Every Wednesday after a game, we'll take a look at what the Vikings defense looked like, bring you five key takeaways from film study and hand out a proverbial game ball and name the goat(s). Click here for the offensive analysis and breakdown from Vikings-Cowboys.

The Minnesota Vikings defense held an opponent to a season-low 20 points, but failed to hold on a game-ending drive for the third time in seven losses.

Dallas Cowboys quarterback Tony Romo orchestrated a nine-play, 90-yard drive in just over two minutes, capping it off with a seven-yard touchdown pass to receiver Dwayne Harris to take the 27-23 lead with 35 seconds left.

Outside of running back DeMarco Murray's 27-yard run, the Vikings held the Cowboys to nine rushing yards on eight attempts. But even with Romo dropping back 55 times, the Vikings' zone scheme grabbed just one interception, courtesy of cornerback A.J. Jefferson, and the defensive line was unable to sack Romo in the second half.

Like many opponents prior, the Cowboys executed a short passing game that involved a slew of screens, curls and slants that mostly got the ball out of Romo's hands in three seconds or less. Defensive coordinator Alan Williams dropped a defensive lineman into coverage at least eight times on 55 passing plays, including four times on the final drive, but failed to make the necessary stop as Romo went 7-of-9 for 90 yards and a touchdown in 2:09.

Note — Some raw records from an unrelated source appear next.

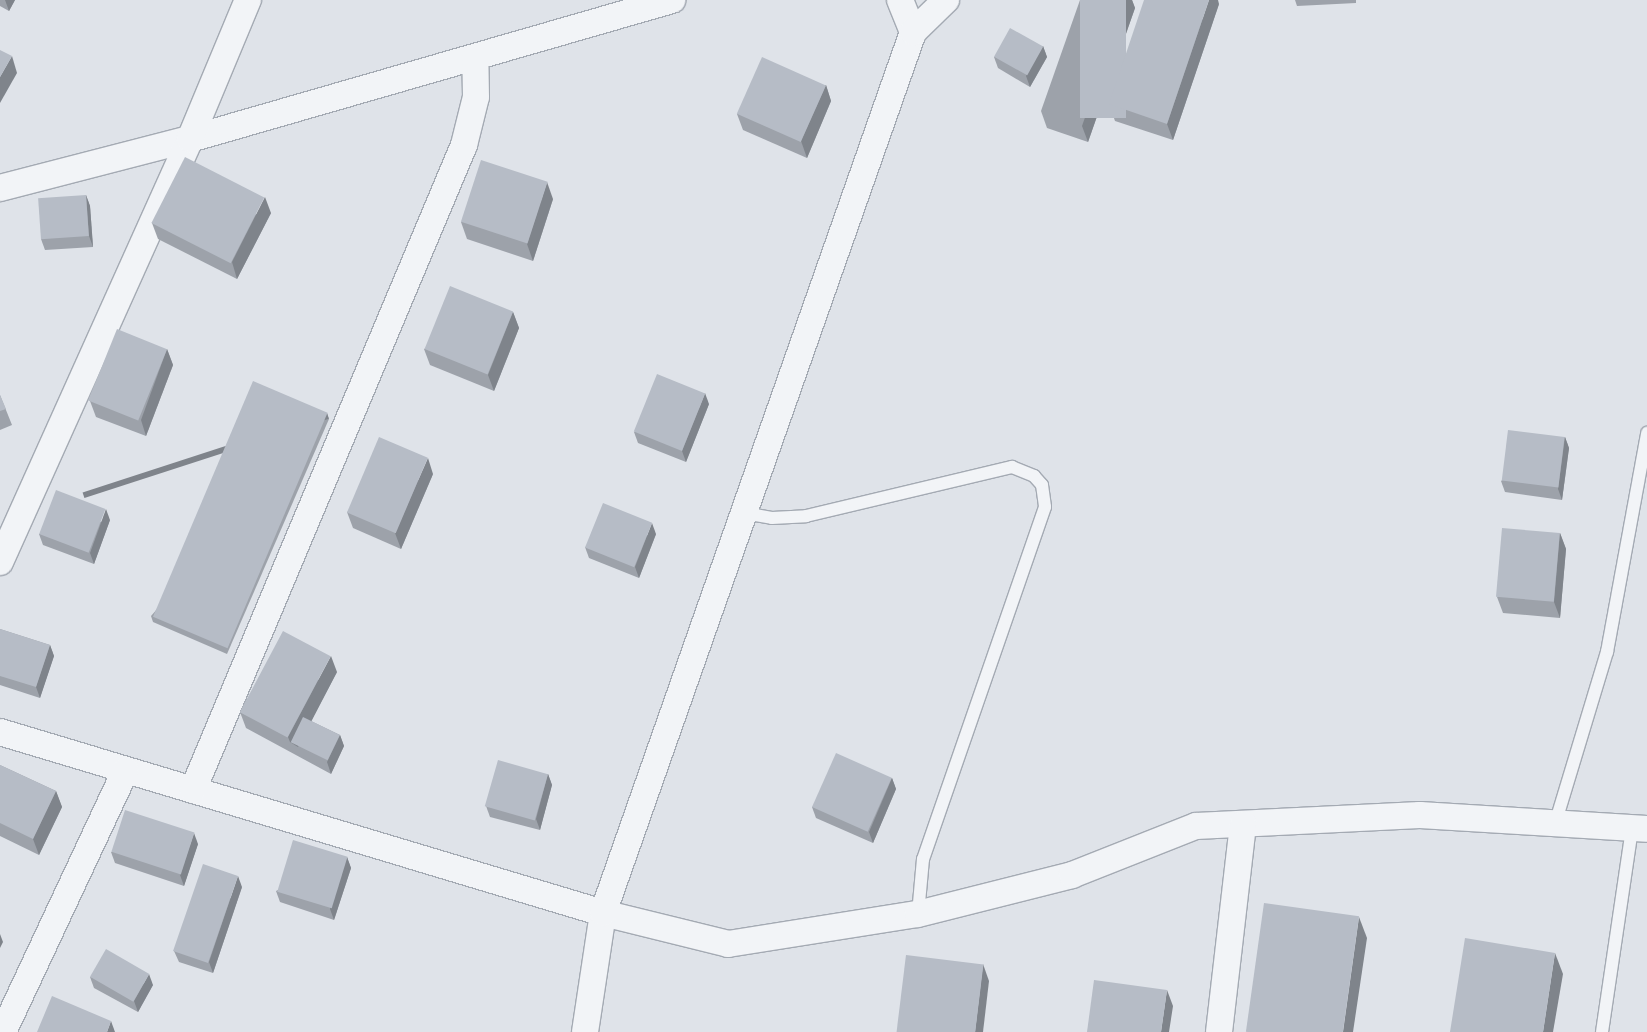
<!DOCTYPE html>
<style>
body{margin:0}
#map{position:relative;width:1647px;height:1032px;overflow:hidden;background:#dfe3e9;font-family:Figtree,sans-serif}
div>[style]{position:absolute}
.roads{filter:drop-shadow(1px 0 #a4aab3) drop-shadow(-1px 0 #a4aab3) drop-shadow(0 1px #a4aab3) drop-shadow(0 -1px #a4aab3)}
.lane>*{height:12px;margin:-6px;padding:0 6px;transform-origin:6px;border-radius:6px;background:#f2f4f7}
.street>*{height:26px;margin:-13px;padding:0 13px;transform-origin:13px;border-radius:13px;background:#f2f4f7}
.wall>*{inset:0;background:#9da2aa}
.shaded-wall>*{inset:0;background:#7f848b;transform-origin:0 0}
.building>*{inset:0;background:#b6bcc6;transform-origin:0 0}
span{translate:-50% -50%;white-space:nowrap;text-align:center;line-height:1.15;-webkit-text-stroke:5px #eff2f7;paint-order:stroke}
</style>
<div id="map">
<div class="roads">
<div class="lane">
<i style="left:744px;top:513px;width:28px;rotate:10deg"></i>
<i style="left:772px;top:518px;width:34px;rotate:-3deg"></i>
<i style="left:806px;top:516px;width:212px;rotate:-13.4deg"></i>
<i style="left:1012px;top:467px;width:24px;rotate:22deg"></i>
<i style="left:1034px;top:476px;width:12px;rotate:48deg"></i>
<i style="left:1042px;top:485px;width:22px;rotate:82deg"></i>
<i style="left:1045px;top:507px;width:373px;rotate:109.1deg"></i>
<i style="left:923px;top:859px;width:55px;rotate:95.2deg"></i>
<i style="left:1555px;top:824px;width:180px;rotate:-73.2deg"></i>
<i style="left:1607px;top:652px;width:223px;rotate:-79.6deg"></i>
<i style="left:1602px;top:1032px;width:206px;rotate:-81.6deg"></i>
</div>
<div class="street">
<i style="left:900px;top:0;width:35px;rotate:68deg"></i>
<i style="left:0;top:188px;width:196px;rotate:-14.5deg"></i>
<i style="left:190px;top:139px;width:502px;rotate:-16.09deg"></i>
<i style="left:0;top:562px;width:464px;rotate:-65.8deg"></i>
<i style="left:190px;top:139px;width:151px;rotate:-67.4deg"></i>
<i style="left:0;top:732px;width:630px;rotate:16.71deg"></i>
<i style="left:603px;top:913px;width:129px;rotate:13.9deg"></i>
<i style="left:728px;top:944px;width:192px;rotate:-9deg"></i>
<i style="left:918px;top:914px;width:159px;rotate:-14.2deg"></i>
<i style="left:1072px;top:875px;width:133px;rotate:-21.6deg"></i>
<i style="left:1196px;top:826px;width:224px;rotate:-2.8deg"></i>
<i style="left:1420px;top:815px;width:227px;rotate:3.5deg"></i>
<i style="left:193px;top:790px;width:700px;rotate:-67.21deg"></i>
<i style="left:464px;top:145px;width:49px;rotate:-76deg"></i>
<i style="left:476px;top:97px;width:39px;rotate:-91deg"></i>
<i style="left:3px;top:1032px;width:289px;rotate:-64.9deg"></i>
<i style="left:585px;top:1032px;width:120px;rotate:-81.4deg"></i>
<i style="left:603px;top:913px;width:934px;rotate:-70.61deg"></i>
<i style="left:913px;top:32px;width:46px;rotate:-44.1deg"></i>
<i style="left:1219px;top:1032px;width:209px;rotate:-83.4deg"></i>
</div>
</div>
<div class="wall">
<i style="clip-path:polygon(0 0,15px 0,9px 11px,0 6px)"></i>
<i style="clip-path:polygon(1080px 0,1132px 0,1135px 8px,1088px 142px,1047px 128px,1041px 111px)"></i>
<i style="clip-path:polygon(1295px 0,1356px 0,1356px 3px,1297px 6px)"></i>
<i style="clip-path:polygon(1219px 4px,1173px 140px,1115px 121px,1109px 104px)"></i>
<i style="clip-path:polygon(1043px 46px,1047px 57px,1030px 87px,998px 68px,994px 57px)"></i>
<i style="clip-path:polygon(826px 85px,831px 101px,807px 158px,743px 130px,737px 114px)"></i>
<i style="clip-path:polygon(86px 195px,90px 206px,93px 247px,45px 250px,41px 239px)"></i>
<i style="clip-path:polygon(553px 199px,533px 261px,467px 239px,461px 222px)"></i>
<i style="clip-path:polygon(271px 213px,237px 279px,158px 239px,152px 223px)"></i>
<i style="clip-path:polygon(513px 312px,519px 328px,494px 391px,430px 365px,424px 349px)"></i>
<i style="clip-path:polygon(167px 349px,173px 365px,146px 436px,96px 417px,90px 401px)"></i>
<i style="clip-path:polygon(0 395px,12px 425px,0 430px)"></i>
<i style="clip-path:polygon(709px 404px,686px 462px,638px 443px,634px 432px)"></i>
<i style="clip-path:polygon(327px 413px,329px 419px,227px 654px,153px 622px,151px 616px)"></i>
<i style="clip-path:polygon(1565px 437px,1569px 448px,1562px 500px,1505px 492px,1501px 481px)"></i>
<i style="clip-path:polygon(433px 474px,401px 549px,353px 528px,347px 512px)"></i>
<i style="clip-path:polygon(110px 520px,94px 564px,43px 545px,39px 534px)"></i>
<i style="clip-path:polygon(1560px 533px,1566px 549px,1560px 618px,1503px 613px,1497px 597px)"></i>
<i style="clip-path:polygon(656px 534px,639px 578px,589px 558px,585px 547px)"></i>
<i style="clip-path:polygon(0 629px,50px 645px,54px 656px,40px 698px,0 685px)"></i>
<i style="clip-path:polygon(337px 672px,311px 721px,340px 735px,344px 746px,331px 774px,246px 728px,240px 712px)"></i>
<i style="clip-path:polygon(0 765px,56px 791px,62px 807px,39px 855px,0 836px)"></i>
<i style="clip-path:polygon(548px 774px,552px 785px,540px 830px,490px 817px,486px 806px)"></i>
<i style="clip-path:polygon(892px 778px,896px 789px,873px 843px,816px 818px,812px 807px)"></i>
<i style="clip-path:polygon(198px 844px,184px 886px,115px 863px,111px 852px)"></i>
<i style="clip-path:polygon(347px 857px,351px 868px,334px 920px,280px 902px,276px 891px)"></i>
<i style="clip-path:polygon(242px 887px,213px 973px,179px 962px,174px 951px)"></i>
<i style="clip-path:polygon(90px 977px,153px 985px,138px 1012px,94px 988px)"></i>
</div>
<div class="shaded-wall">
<i style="clip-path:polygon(5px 0,15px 0,9px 11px)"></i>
<i style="clip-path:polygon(1126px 0,1132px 0,1135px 8px,1088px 142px,1082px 126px)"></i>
<i style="clip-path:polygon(1209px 0,1218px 0,1219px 4px,1173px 140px,1167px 124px)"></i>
<i style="clip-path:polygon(1043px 46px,1047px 57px,1030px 87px,1026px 76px)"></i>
<i style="clip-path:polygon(12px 56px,17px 73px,0 103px,0 77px)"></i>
<i style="clip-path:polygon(826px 85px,831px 101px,807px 158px,801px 141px)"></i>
<i style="clip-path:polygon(547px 182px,553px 199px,533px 261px,527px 244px)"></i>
<i style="clip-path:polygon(86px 195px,90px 206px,93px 247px,89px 236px)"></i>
<i style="clip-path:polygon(265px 197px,271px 213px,237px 279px,232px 262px)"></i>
<i style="clip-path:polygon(513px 312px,519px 328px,494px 391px,488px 375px)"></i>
<i style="clip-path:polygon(167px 349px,173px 365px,146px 436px,141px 420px)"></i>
<i style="clip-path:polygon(705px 393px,709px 404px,686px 462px,682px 451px)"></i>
<i style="left:327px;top:413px;width:6px;height:257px;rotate:72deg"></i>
<i style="clip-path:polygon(1565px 437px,1569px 448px,1562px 500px,1558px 489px)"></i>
<i style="clip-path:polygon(428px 458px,433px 474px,401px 549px,395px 533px)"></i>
<i style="clip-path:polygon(106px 509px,110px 520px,94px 564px,90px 553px)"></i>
<i style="clip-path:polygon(652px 523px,656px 534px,639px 578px,635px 567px)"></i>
<i style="clip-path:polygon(1560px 533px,1566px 549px,1560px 618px,1554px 602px)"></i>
<i style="clip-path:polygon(50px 645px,54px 656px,40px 698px,36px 687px)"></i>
<i style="clip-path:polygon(331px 656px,337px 672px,298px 747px,290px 742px,288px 737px)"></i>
<i style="clip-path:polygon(340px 735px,344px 746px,331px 774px,327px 762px)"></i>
<i style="clip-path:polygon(548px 774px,552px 785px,540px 830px,536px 819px)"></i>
<i style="clip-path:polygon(892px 778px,896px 789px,873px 843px,869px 832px)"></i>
<i style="clip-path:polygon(56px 791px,62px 807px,39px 855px,33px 839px)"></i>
<i style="clip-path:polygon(194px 833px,198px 844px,184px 886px,180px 875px)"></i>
<i style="clip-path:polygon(347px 857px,351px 868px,334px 920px,330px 909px)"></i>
<i style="clip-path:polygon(238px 876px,242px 887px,213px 973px,209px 962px)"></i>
<i style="clip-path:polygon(1359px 917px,1367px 938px,1353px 1032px,1343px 1032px)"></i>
<i style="clip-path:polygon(0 934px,3px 942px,0 948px)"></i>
<i style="clip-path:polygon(1555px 953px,1563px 974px,1553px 1032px,1543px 1032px)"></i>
<i style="clip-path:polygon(983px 964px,989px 981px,983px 1032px,975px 1032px)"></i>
<i style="clip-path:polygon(149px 974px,153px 985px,138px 1012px,134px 1001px)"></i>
<i style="clip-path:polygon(1167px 990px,1173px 1006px,1169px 1032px,1161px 1032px)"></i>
<i style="clip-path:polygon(111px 1021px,115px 1032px,107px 1032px)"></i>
</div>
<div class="building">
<i style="left:1080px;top:0;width:46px;height:118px"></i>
<i style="clip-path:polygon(1144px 0,1209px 0,1167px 124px,1109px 104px)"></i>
<i style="left:1010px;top:28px;width:38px;height:33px;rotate:29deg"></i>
<i style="clip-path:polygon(0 50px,12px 56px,0 77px)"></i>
<i style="left:762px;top:57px;width:70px;height:62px;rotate:24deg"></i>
<i style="left:185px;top:157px;width:89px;height:74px;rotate:27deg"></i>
<i style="left:481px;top:160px;width:70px;height:65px;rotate:18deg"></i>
<i style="left:86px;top:195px;width:41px;height:48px;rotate:86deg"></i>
<i style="left:450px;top:286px;width:68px;height:68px;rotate:22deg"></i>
<i style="left:117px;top:329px;width:54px;height:77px;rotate:22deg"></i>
<i style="left:657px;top:374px;width:52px;height:62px;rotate:22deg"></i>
<i style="left:253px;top:381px;width:81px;height:256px;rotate:23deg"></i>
<i style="clip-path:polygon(0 395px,6px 409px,0 411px)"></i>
<i style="left:1508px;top:430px;width:57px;height:51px;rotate:7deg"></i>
<i style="left:379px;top:437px;width:53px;height:82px;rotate:23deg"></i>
<i style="left:56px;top:490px;width:53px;height:47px;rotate:21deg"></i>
<i style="left:603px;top:503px;width:53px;height:48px;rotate:22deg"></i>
<i style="left:1502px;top:528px;width:58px;height:69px;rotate:5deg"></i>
<i style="clip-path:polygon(0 629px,50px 645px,36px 687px,0 676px)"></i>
<i style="left:283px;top:631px;width:54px;height:92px;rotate:28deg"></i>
<i style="left:303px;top:717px;width:41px;height:28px;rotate:26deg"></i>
<i style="left:836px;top:753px;width:61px;height:59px;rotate:24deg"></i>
<i style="left:498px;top:760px;width:52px;height:48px;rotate:16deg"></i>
<i style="clip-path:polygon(0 765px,56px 791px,33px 839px,0 823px)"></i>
<i style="left:125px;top:810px;width:73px;height:44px;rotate:18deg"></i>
<i style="left:293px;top:840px;width:57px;height:54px;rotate:17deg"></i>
<i style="left:203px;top:864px;width:37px;height:92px;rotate:19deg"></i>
<i style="left:1264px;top:903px;width:96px;height:130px;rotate:8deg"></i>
<i style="clip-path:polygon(1465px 938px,1555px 953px,1543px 1032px,1450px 1032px)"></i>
<i style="left:106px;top:949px;width:50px;height:32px;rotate:30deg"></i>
<i style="left:906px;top:955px;width:78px;height:78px;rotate:7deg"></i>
<i style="clip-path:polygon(1094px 980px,1167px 990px,1161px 1032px,1087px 1032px)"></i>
<i style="clip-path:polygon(52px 996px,111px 1021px,107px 1032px,37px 1032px)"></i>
</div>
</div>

After allowing 350 yards and 27 points, the Vikings now allow 395 yards/game (29th, +1) and 31.5 points/game (30th).

Defensive sets
First half
Base: 8/28 [29%]
Nickel: 20/28 [71%]
Yardage: 128
Points: 6
Takeaways: 0
Sacks: 3

Second half
Base: 8/35 [23%]
Nickel: 26/35 [74%]
Dime: 1/35 [3%]
Yardage: 222
Points: 14
Takeaways: 1
Sacks: 0

Base: 16/63 [25%]
Nickel: 46/63 [73%]
Dime: 1/63 [2%]
Yardage: 350
Points: 20
Takeaways: 1
Sacks: 3

Five observations

1) Similar to Aaron Rodgers and Matthew Stafford before him, Romo followed their blueprint by executing a dink-and-dunk style offense that involved a little misdirection, screens and curls/slants. Romo's longest throws only traveled 20 yards in the air to tight end Jason Witten for a 26-yard touchdown and receiver Terrance Williams for a 29-yard gain. His 34-yarder to receiver Dez Bryant on the final drive went about 10 yards before missed tackles led to the big gain. With the Vikings' defense in nickel 46-of-63 plays [74%], which re-set the season high from 72% last week, Romo picked on linebacker Chad Greenway and cornerback Marcus Sherels in the slot the most. Combined, the pair allowed 18 receptions on 24 targets for 155 yards, 83 after the catch, and a touchdown.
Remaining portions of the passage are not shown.